BEGIN Extracted material

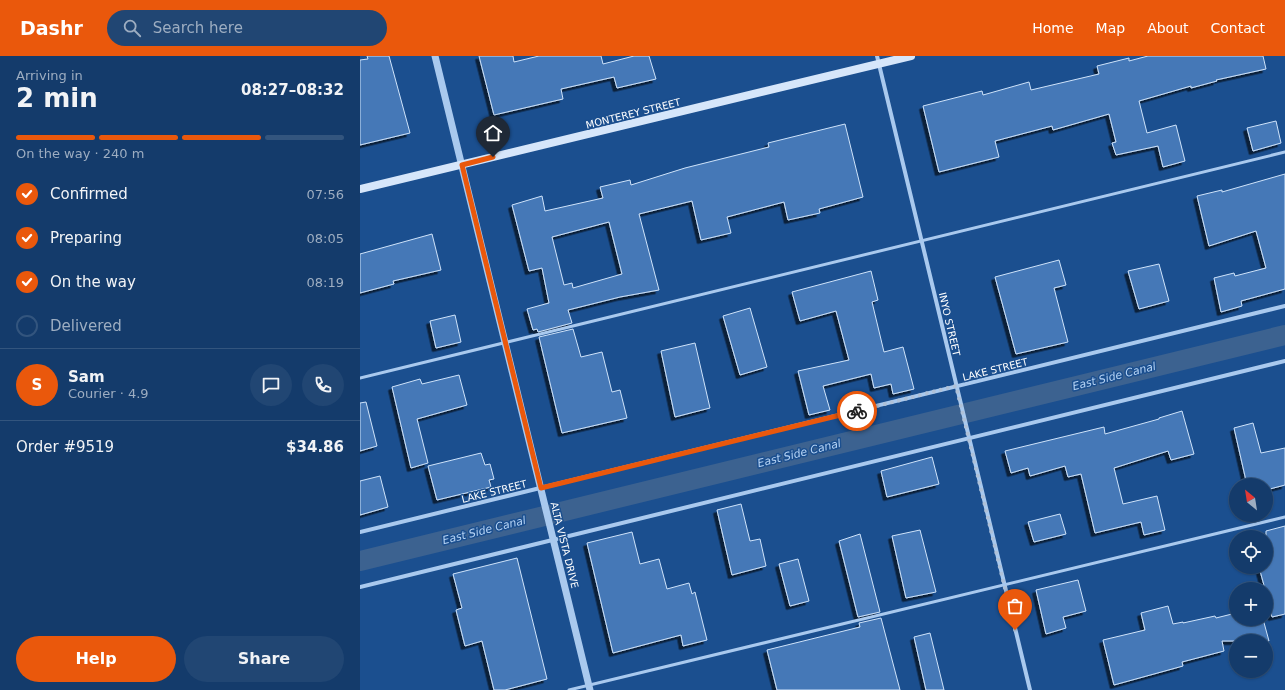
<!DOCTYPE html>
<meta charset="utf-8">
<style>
:root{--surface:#143b6b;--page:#214673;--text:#f1f3f6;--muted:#9dadc1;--line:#33557e;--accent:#ea580c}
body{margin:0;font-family:"DejaVu Sans",sans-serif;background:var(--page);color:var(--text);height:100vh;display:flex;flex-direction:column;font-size:15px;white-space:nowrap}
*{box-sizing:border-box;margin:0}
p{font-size:13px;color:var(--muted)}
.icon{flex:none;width:22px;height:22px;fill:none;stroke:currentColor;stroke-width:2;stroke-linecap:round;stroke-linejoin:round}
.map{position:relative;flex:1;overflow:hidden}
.side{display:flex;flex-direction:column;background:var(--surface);width:360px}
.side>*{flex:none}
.needle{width:26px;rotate:330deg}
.controls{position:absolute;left:869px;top:422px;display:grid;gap:8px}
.controls a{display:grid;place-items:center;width:44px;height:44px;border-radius:50%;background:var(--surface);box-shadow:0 1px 3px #0004,0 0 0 1px var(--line);font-size:20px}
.pin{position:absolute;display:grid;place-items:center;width:34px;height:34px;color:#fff;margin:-41px -17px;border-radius:50% 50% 50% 0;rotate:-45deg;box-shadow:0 0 4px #0007}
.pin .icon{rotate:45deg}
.courier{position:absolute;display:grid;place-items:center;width:40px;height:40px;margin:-20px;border:3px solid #ea580c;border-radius:50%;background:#fff;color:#222;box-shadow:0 1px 5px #0007}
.head em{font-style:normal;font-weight:700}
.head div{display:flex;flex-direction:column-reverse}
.head{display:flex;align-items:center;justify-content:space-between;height:68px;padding:0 16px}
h1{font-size:26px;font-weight:700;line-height:30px}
.bar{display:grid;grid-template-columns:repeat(4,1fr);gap:6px 4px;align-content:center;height:48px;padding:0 16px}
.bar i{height:5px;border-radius:3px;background:var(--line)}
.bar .active{background:var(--accent)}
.bar p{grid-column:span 4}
.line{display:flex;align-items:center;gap:10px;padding:0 16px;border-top:1px solid var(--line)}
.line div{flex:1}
.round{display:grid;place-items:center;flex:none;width:42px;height:42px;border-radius:21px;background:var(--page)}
ol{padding:0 16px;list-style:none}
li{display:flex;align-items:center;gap:12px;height:44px}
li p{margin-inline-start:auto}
li .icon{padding:4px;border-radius:50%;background:var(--accent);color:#fff;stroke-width:4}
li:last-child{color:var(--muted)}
li i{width:22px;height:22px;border:2px solid var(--line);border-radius:50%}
.primary-button{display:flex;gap:8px;margin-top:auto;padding:8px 16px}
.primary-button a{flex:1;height:46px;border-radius:24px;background:var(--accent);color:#fff;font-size:16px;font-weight:700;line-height:46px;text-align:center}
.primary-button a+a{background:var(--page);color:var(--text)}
header{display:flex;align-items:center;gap:24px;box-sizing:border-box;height:56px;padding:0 20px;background:var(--accent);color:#fff}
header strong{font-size:19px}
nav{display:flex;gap:22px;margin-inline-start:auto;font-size:14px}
.search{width:280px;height:36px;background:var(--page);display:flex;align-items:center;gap:10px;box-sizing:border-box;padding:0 14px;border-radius:22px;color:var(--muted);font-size:15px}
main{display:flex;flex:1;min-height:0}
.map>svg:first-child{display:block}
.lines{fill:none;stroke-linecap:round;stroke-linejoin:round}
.canal{stroke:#3c6290;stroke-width:20}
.building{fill:#4478b7;stroke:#cfe3fa;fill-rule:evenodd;filter:url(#shadow)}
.service{stroke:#a9c9ee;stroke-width:3}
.minor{stroke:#a9c9ee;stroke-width:4}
.tertiary{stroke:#a9c9ee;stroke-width:7}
.secondary{stroke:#d6e6fa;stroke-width:8}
.done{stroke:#afc1d8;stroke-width:4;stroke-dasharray:0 7.2}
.route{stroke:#ea580c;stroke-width:5}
.labels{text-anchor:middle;stroke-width:3;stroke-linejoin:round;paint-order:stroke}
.street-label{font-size:10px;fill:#fff;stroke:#1b4f8f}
.water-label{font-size:11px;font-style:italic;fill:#b5d3f5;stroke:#1b4f8f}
</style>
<header>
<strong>Dashr</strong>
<div class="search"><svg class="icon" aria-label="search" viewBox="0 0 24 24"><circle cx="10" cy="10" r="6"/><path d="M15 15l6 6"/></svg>Search here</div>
<nav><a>Home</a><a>Map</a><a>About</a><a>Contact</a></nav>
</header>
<main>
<section class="side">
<div class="head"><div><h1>2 min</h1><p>Arriving in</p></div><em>08:27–08:32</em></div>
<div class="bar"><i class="active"></i><i class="active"></i><i class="active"></i><i></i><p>On the way · 240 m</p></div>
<ol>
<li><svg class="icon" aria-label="check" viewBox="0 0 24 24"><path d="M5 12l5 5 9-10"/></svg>Confirmed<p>07:56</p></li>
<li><svg class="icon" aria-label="check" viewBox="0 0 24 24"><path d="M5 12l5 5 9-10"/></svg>Preparing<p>08:05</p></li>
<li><svg class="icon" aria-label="check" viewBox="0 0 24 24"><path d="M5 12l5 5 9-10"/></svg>On the way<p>08:19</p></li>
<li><i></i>Delivered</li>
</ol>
<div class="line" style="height:72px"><b class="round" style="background:var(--accent);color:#fff">S</b><div><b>Sam</b><p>Courier · 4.9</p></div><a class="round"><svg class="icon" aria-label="chat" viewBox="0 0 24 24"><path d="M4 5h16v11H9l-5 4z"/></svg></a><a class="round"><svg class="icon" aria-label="phone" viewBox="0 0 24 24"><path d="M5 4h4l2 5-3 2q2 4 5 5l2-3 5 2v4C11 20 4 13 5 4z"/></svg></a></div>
<div class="line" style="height:52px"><div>Order #9519</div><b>$34.86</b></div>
<div class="primary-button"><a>Help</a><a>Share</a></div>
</section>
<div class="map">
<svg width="925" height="634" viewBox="0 0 925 634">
<defs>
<filter id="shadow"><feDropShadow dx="-3.5" dy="3.5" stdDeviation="0" flood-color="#0009"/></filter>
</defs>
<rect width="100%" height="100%" fill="#1b4f8f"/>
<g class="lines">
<path class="canal" d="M0,505L925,279"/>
</g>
<g class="building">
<path d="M7,0H29L50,77L0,89V4L8,3Z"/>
<path d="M119,0H153L154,6L179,0H241L243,8L274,0H289L296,23L257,32L254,21L201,33L203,43L134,59Z"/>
<path d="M788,0H903L906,13L856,24L857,25L831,32V30L779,45L787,77L816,69L825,105L803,111L798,90L756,99L752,87L756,86L749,58L693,74L692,70L635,85L639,101L579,116L563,50L622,35L623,39L669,26L671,34L739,18L737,10L769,2V5Z"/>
<path d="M916,65L921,87L893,95L887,72Z"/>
<path d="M485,68L503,141L459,153L460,157L428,164L424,146L367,161L371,177L341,184L332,145L279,158L299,234L260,241L208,254L212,267L178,276L177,273L173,274L167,253L189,247L182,212L169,215L152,149L182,140L185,155L243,142L240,131L270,124L271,129L325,112L409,91L408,87ZM249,166L262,218L213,232L212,227L204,229L192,181Z"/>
<path d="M925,118V233L881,245L882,250L861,256L854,222L874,217L875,220L906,212L896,175L849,190L837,140L862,134V136Z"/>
<path d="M72,178L81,214L33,225L34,228L0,237V198Z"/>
<path d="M699,204L706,229L694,232L708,286L656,298L635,221Z"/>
<path d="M799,208L809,245L779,253L768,215Z"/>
<path d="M511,215L518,244L512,246L524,296L543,291L554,333L533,338L531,328L514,332L511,318L463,330L470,354L449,359L438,315L489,304L476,255L440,265L432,236Z"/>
<path d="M390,252L407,311L380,319L363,260Z"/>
<path d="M95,259L101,286L76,292L70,265Z"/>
<path d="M213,273L221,301L242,296L252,336L260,334L267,362L202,377L179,281Z"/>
<path d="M335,287L350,352L315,361L301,295Z"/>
<path d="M99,319L107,349L57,363L68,407L51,412L32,331L60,323L62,328Z"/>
<path d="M6,346L17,390L0,395V347Z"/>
<path d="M822,355L834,398L811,404L808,395L754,412L763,448L797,440L805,474L784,479L781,466L735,477L721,418L708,421L705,410L670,420L668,412L651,417L645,395L744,371L745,378L799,363V362Z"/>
<path d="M893,367L901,397L925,392V429L906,434V429H887L874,372Z"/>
<path d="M121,397L125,409L130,408L134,423L129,424L131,431L77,444L68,410Z"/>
<path d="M572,401L579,428L527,441L521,415Z"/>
<path d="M20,420L28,451L0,459V425Z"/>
<path d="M381,448L390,485L400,483L406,510L372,519L357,454Z"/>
<path d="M700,458L706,478L674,486L668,466Z"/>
<path d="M925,470V558L912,561L906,539V533H905L899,511H906V475Z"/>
<path d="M560,474L576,536L546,542L532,480Z"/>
<path d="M272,476L280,508L299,503L307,533L329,527L332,538L335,536L347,584L323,590L321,579L253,597L227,487Z"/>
<path d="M500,478L520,556L498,561L479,485Z"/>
<path d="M157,502L187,623L145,634H134L122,585L105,590L96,554L102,552L93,518Z"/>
<path d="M438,503L449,545L430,550L419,508Z"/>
<path d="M718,524L726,555L703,561L706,572L686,578L676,534Z"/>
<path d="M808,550L813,568L823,566V567L855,560L856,562L876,557V563H903L909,585H862L864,595L822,606L823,610L754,629L743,584L785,574L781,557Z"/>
<path d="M521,562L540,634H417L407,594L500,571L499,567Z"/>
<path d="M570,577L584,634H566L554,581Z"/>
</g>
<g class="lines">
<g class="service">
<path d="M0,322L925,96"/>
<path d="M209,634L925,461"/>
</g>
<g class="minor">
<path d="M517,0L670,634"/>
<path d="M0,476L925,250"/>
<path d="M0,531L925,305"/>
</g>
<path class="tertiary" d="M75,0L230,634"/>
<path class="secondary" d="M0,133L551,0"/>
</g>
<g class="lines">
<path class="done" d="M497,355L596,330L655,574"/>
<path class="route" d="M133,101L102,109L181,432L497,355"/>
</g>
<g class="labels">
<g class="street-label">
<text transform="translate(273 57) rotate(-14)" y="4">MONTEREY STREET</text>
<text transform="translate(590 268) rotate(77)" y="4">INYO STREET</text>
<text transform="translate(635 313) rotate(-14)" y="4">LAKE STREET</text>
<text transform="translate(134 435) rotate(-14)" y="4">LAKE STREET</text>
<text transform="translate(205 489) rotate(76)" y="4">ALTA VISTA DRIVE</text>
</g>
<g class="water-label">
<text transform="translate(754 320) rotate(-14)" y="4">East Side Canal</text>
<text transform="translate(439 397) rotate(-14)" y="4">East Side Canal</text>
<text transform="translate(124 474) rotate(-14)" y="4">East Side Canal</text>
</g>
</g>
</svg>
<div class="controls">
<a><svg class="needle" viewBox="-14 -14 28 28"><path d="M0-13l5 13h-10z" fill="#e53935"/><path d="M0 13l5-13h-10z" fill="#9dadc1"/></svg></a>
<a><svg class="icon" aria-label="locate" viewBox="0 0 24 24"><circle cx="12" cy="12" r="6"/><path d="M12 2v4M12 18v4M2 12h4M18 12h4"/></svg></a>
<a>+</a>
<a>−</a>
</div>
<div class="pin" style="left:655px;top:574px;background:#ea580c"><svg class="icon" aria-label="bag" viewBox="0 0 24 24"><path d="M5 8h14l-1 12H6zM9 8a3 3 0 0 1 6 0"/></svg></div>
<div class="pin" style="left:133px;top:101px;background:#1f2937"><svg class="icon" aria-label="home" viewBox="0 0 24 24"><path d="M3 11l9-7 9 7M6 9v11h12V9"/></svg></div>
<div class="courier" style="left:497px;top:355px"><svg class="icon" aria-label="bike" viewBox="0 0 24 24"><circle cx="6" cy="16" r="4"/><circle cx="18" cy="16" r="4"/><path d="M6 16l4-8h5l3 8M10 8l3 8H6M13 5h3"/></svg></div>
</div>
</main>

END Extracted material

◆ **Brief**: All lines in the entries above that include "shadow" should be found and copied.

◆ **Solution to the exercise**:
.controls a{display:grid;place-items:center;width:44px;height:44px;border-radius:50%;background:var(--surface);box-shadow:0 1px 3px #0004,0 0 0 1px var(--line);font-size:20px}
.pin{position:absolute;display:grid;place-items:center;width:34px;height:34px;color:#fff;margin:-41px -17px;border-radius:50% 50% 50% 0;rotate:-45deg;box-shadow:0 0 4px #0007}
.courier{position:absolute;display:grid;place-items:center;width:40px;height:40px;margin:-20px;border:3px solid #ea580c;border-radius:50%;background:#fff;color:#222;box-shadow:0 1px 5px #0007}
.building{fill:#4478b7;stroke:#cfe3fa;fill-rule:evenodd;filter:url(#shadow)}
<filter id="shadow"><feDropShadow dx="-3.5" dy="3.5" stdDeviation="0" flood-color="#0009"/></filter>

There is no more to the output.